The finale of #HackARIADNA took place on 22nd of November, and we had the pleasure of speaking to the two winning teams: Sense4AIR and Hamba. Both teams will be invited to the Y4PT International Hack 2021, that will take place during the UITP Summit in Melbourne!
The Sense4AIR team consists of four specialists that have been working for years on the subject of air quality. From the Netherlands, we have Marco van Nieuwenhoven, John Heesterbeek, Sander Claassen, and from Italy, we have Massimo Santi.
Can you tell us a bit more about Sense4AIR, and how it uses EGNSS technology?
Sense4AIR is an innovative and affordable answer to reduce exposure to air pollution while traveling. We want to utilise a “sea of sensors” by equipping with sensors different means of public transportation, such as busses, e-scooters, and e-bikes. With this, we can constantly measure air- and noise pollution over a wide area.
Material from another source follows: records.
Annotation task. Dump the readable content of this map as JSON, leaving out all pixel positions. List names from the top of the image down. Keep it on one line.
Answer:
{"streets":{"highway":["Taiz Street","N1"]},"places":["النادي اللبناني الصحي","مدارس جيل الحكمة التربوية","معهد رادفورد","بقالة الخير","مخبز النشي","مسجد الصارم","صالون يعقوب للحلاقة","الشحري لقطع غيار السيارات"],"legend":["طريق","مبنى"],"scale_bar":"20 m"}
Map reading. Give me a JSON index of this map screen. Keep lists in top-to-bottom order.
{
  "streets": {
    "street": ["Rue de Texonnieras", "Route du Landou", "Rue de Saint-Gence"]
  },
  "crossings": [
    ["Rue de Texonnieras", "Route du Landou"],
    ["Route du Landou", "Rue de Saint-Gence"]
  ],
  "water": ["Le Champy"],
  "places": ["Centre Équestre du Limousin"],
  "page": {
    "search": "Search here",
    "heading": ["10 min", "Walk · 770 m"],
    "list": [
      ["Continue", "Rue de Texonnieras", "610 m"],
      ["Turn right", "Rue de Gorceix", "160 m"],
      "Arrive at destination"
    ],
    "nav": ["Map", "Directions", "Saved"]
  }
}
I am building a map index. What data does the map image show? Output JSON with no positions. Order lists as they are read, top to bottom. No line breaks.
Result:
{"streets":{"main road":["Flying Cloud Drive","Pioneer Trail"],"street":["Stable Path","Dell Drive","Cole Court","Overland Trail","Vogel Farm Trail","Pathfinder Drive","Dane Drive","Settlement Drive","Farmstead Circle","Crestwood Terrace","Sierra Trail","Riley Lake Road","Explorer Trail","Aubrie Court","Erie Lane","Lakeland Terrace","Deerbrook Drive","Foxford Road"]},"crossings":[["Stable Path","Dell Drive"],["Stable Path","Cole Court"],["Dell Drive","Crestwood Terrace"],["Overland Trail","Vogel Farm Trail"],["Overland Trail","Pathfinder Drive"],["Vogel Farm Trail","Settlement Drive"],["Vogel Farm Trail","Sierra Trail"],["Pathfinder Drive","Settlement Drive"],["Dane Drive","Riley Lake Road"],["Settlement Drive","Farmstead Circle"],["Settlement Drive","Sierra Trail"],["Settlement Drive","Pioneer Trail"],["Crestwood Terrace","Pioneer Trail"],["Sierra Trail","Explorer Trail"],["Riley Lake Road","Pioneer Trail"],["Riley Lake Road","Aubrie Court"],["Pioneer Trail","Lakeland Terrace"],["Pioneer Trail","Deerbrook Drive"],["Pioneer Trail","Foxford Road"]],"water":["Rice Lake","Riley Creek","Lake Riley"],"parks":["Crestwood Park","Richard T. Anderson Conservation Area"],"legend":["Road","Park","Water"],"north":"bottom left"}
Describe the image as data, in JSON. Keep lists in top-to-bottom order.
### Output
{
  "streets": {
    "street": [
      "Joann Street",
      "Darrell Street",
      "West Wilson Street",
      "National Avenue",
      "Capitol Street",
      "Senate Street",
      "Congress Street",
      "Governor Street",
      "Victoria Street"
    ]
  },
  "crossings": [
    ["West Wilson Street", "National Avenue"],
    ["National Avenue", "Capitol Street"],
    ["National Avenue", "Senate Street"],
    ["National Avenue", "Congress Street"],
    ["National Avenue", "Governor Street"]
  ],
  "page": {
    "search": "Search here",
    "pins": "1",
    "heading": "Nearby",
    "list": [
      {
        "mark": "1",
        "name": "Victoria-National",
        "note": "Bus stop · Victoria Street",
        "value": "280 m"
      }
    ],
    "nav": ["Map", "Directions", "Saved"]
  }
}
For our measurements we need accurate location services to distinguish, for instance, among mixed traffic lanes and bicycle tracks. Galileo satellite technology offers the most accurate location, especially in urban environments. To calibrate the sensors with each other, it is crucial to know the exact location of the sensors.
Our application enables you to avoid bad air quality ‘hotspots’ and provides you with a route that is as healthy and comfortable as possible.
Where did you get the idea for Sense4AIR?
The inspiration for the project was a dedicated road sign in the city of Eindhoven, which warns of air pollution. This made us aware there is a community that is interested in having better air quality. The bad quality of air claims millions of lives each year – wouldn’t it be nice to combat this problem?
How did your participation to HackARIADNA advance Sense4AIR?
Participating in the Hackathon enabled us to make a big next step in our Sense4AIR project. Our mentors helped us overcome the challenges we were facing. In Melbourne, we hope to find partners who can help us to realise our ideas on a global scale.
The second winning team, called Hamba, is based in Johannesburg (South Africa). We spoke to Kartik Mistry, the co-founder and CEO of Hamba.
Can you tell us a bit about Hamba and what got the idea started?
Hamba started with the belief that we can change the way we move through a city. The red, the green and the amber lights we have been long accustomed to in traffic lights, should not control the flow of traffic, the traffic should control the lights.
Therefore, Hamba looks at dynamically changing traffic lights, using real-time data from multiple data sources that influences the way we move (vehicle, weather, map, etc.).
This has proven to reduce traffic travel time by 27%, which has a direct result of reducing carbon emission by 26%.
How does Hamba integrate EGNSS technology?
It all begins with data and for us, Galileo (a EGNSS technology) would play a vital role as an independent, reliable, accurate data source which is the backbone of our AI (Artificial Intelligence) technology. It would ensure smart cities around the world can trust and benefit from an impartial, secure global data partner and contribute to a safer, healthier and more sustainable urban ecosystem.
Example of Hamba frontend application made available for cities to manage traffic, public transport priority and policy management
What was your experience participating in the Hackathon?
HackARIADNA was an exciting opportunity to gain exposure to players that are directly involved in the industry, and receive support and feedback for our startup. Developing relationships through HackARIADNA and the participation at the UITP summit has the potential to be a game changer for our emerging business and be a powerful springboard for the technology we have developed.